*EXERCISE DIRECTIONS*.
Read through the lines below for the string "body" and copy each one that has it.
::: PROVIDED ENTRIES :::
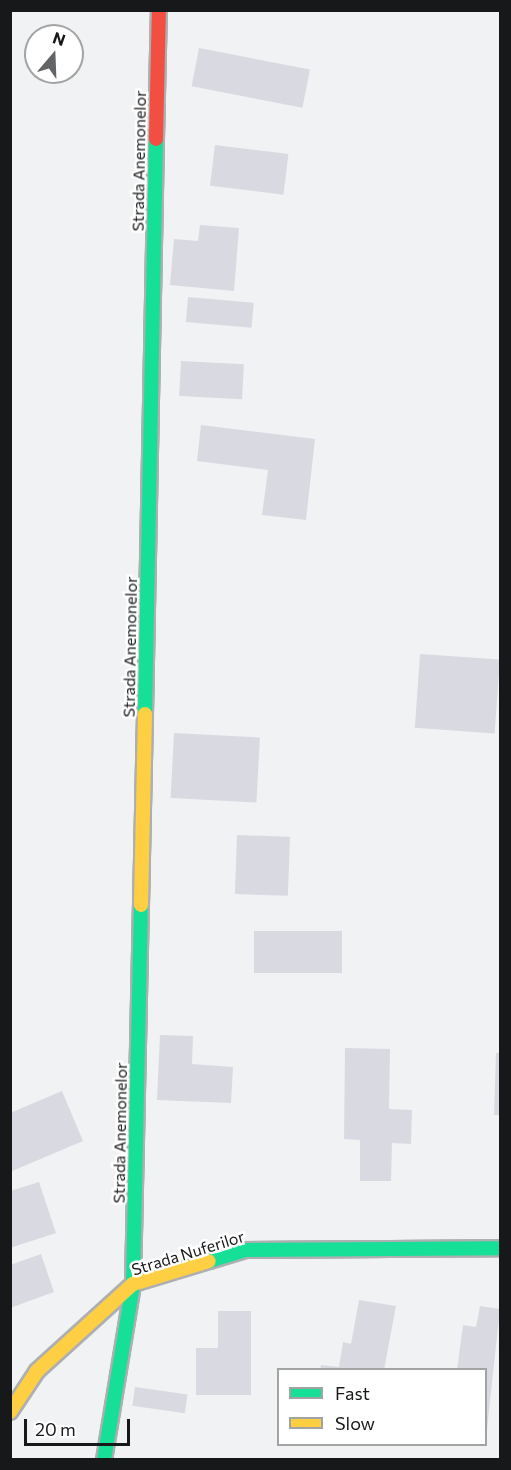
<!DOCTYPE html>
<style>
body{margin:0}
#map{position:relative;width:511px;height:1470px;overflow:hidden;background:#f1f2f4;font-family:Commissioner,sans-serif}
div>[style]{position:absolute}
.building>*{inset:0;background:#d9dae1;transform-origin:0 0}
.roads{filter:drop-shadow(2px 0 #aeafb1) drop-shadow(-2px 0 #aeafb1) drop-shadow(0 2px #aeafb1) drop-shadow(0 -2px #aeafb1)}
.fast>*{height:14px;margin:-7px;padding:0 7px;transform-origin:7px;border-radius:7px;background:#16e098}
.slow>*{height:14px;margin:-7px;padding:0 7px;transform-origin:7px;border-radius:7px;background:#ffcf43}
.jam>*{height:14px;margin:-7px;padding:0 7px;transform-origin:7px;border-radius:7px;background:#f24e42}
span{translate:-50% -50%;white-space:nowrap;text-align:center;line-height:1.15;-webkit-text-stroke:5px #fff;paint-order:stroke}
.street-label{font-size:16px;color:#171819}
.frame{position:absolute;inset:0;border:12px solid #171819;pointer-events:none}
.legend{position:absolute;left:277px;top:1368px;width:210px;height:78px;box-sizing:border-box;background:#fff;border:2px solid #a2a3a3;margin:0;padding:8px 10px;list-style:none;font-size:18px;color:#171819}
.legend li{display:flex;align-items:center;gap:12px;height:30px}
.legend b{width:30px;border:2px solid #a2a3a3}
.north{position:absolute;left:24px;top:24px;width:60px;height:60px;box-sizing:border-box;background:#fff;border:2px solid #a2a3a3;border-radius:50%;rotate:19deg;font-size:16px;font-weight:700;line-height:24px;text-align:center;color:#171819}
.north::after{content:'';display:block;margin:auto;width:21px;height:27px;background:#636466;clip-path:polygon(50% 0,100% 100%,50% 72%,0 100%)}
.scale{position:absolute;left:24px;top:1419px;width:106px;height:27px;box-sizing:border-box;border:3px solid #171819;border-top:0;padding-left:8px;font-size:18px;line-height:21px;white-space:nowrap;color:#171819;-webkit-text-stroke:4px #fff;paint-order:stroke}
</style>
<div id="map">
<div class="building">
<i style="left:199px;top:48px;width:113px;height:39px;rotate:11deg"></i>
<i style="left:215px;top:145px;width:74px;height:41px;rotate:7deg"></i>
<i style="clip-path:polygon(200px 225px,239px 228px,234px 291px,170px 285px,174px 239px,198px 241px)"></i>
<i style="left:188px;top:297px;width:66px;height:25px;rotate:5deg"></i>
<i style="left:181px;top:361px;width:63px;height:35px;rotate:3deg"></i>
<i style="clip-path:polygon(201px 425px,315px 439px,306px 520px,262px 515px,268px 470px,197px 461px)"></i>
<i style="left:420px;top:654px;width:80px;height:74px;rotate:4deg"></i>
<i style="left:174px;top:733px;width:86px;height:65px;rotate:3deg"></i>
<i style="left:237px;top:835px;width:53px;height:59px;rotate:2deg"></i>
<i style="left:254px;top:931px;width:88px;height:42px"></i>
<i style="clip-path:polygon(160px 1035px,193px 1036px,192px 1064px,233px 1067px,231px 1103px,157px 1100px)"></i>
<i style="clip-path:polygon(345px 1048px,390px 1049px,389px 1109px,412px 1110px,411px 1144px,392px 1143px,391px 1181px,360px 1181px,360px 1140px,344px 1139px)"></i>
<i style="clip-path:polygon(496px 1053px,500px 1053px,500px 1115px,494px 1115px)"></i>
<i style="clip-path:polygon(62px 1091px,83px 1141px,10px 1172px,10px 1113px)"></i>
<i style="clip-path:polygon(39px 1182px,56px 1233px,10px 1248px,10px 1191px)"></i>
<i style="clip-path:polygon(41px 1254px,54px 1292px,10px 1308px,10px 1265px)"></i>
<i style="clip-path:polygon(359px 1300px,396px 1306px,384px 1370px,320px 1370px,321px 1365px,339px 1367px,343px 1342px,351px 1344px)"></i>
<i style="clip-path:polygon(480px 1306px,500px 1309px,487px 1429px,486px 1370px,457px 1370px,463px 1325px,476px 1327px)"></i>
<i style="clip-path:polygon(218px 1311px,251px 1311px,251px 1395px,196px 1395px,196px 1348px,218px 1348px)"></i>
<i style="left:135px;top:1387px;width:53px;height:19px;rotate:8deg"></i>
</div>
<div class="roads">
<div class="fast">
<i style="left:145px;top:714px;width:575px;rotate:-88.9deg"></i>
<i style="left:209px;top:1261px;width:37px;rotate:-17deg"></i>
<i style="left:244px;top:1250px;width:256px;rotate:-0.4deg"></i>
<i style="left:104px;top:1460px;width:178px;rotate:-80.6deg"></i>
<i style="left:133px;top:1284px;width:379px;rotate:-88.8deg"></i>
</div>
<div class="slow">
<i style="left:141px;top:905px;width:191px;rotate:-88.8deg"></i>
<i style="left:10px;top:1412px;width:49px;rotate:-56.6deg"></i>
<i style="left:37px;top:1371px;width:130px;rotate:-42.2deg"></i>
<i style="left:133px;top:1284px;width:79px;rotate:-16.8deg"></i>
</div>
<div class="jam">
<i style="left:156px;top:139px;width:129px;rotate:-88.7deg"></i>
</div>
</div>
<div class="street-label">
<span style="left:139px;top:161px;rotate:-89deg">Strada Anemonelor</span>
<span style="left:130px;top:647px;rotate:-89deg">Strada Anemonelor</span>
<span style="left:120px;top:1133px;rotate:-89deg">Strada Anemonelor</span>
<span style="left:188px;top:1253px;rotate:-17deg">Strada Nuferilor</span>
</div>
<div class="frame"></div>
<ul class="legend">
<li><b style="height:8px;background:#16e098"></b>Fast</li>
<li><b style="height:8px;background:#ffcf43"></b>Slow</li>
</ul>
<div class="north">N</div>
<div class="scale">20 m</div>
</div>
:::
::: PROVIDED ENTRIES :::
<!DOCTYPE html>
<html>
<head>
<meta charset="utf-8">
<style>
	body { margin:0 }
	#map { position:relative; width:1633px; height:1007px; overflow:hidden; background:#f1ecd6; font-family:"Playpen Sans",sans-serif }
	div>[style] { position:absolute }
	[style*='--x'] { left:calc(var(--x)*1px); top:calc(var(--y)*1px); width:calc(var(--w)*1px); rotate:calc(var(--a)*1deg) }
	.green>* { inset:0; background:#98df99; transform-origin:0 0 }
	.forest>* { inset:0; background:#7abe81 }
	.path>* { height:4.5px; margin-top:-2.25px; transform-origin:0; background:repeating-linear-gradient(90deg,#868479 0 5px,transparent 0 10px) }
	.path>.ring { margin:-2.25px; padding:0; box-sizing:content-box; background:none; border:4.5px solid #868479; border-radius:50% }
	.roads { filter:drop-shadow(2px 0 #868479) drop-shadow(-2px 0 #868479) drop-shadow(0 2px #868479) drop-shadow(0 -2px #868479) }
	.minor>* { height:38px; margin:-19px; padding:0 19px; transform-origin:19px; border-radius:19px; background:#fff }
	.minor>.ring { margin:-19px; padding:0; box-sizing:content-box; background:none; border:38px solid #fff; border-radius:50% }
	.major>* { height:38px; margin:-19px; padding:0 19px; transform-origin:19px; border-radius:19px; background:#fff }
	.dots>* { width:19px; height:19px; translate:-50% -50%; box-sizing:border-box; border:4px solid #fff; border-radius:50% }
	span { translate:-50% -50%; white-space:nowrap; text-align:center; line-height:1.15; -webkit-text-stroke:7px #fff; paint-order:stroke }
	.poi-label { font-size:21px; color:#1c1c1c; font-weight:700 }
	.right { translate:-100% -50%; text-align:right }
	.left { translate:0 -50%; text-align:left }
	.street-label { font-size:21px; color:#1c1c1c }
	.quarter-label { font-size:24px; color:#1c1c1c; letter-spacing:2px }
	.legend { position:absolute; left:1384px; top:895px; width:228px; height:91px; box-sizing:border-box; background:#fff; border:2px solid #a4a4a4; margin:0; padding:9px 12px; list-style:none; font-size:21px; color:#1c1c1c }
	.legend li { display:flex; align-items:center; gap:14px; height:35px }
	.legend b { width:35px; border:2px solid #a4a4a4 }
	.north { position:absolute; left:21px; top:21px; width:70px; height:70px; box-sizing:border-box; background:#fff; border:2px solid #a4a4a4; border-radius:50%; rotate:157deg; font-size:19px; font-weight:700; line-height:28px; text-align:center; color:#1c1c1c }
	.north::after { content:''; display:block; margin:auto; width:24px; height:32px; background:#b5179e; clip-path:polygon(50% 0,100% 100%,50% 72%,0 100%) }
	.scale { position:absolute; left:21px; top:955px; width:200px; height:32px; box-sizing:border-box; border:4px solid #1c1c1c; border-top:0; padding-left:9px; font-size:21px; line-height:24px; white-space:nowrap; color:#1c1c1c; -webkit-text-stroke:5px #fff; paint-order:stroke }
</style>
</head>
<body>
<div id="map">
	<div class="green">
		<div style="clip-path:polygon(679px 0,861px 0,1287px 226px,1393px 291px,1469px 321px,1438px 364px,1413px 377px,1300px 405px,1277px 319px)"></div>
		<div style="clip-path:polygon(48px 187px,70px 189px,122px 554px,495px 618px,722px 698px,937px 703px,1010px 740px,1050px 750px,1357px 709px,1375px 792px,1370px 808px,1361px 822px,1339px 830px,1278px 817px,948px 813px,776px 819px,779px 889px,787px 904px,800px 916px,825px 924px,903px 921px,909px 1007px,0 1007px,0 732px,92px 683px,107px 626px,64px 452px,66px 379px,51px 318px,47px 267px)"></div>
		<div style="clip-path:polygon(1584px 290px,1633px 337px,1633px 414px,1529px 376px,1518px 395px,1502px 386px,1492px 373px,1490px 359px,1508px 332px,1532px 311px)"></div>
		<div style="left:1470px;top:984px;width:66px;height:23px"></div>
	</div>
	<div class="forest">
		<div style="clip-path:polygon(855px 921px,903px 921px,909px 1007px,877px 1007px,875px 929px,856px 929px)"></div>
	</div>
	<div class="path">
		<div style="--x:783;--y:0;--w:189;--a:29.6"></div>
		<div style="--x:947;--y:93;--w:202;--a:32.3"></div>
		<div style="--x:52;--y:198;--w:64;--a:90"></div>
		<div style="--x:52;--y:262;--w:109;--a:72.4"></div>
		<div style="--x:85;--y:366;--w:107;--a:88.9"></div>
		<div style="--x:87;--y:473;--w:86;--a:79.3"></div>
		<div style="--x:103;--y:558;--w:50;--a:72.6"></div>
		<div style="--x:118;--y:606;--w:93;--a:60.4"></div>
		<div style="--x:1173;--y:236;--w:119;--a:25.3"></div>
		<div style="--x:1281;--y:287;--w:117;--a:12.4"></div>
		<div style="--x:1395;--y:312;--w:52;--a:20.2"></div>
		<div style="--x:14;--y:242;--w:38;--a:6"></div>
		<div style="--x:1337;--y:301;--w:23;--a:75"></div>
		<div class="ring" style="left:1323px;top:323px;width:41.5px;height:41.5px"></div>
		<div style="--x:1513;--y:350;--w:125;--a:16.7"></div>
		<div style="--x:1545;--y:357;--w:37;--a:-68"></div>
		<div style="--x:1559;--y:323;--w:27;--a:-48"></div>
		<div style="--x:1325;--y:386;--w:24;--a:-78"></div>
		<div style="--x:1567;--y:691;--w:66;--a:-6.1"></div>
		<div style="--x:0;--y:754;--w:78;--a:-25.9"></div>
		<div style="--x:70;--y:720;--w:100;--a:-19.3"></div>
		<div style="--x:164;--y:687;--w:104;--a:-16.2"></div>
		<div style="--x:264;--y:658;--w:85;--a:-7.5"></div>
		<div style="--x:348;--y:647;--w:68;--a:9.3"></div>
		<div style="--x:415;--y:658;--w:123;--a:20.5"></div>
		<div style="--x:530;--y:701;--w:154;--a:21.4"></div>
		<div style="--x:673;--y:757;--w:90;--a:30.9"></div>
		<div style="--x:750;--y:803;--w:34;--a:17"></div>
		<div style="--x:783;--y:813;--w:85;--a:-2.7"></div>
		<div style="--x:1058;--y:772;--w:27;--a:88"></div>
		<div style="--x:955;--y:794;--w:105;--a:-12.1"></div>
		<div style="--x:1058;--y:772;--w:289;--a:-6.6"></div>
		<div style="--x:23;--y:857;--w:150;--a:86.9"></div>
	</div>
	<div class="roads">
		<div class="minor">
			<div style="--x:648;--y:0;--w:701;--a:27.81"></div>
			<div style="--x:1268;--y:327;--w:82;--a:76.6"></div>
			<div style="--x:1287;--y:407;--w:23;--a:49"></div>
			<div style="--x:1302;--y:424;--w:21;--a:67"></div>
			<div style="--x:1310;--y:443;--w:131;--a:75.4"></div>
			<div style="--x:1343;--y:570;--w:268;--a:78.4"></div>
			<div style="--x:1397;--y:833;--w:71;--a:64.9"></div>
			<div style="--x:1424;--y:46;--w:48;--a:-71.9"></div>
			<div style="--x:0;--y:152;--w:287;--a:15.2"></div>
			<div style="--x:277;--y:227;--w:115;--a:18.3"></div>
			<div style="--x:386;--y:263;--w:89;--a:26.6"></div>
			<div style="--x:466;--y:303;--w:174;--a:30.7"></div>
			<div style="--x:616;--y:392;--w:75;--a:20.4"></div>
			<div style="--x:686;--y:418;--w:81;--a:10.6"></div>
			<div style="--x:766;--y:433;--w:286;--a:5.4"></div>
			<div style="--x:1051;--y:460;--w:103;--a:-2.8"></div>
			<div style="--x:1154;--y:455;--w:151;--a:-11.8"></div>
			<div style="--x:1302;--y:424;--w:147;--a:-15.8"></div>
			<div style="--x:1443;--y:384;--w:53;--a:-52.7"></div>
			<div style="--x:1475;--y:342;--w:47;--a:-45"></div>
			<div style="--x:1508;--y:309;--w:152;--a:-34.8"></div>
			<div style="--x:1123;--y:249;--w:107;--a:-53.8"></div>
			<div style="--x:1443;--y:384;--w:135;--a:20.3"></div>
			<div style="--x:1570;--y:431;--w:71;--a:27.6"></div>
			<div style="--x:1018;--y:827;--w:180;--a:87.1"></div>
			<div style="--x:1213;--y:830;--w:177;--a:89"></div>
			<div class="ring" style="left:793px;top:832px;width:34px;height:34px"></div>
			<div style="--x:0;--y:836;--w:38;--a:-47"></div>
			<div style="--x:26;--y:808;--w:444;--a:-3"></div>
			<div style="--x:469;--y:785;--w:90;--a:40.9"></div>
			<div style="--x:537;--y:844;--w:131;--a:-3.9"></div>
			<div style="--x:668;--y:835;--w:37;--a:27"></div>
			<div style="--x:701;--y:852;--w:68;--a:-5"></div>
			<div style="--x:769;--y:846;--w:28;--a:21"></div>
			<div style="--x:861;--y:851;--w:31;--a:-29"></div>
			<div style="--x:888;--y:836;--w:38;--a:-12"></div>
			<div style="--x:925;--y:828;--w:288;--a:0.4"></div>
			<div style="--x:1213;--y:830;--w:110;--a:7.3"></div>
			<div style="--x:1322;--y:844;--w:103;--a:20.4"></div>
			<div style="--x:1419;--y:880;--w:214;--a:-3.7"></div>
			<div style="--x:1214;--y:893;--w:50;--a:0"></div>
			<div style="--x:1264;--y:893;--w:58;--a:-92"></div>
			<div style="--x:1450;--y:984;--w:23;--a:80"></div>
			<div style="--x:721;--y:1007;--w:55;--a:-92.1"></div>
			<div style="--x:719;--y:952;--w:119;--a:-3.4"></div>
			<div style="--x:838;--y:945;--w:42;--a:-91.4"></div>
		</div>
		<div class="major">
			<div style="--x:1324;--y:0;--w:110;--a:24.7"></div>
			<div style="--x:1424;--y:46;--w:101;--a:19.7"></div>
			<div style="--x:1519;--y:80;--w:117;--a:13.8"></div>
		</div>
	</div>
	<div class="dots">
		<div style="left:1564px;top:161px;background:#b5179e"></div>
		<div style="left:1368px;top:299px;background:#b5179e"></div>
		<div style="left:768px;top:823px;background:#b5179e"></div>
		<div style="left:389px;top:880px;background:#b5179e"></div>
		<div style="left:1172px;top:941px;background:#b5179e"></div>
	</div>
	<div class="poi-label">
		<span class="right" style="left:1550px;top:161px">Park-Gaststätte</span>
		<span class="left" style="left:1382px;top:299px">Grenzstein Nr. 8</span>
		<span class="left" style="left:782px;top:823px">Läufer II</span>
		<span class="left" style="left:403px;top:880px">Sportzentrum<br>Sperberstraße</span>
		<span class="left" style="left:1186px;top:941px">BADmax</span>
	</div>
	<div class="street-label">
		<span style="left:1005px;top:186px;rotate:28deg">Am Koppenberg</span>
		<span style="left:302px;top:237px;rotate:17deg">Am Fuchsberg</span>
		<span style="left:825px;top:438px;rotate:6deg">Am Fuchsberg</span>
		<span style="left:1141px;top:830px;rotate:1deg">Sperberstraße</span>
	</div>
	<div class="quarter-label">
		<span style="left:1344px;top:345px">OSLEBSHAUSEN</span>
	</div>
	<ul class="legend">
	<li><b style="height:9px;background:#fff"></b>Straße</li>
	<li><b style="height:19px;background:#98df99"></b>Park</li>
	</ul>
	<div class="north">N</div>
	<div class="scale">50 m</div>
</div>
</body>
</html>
:::
*SOLUTION TO THIS EXERCISE*.
body{margin:0}
	body { margin:0 }
<body>
</body>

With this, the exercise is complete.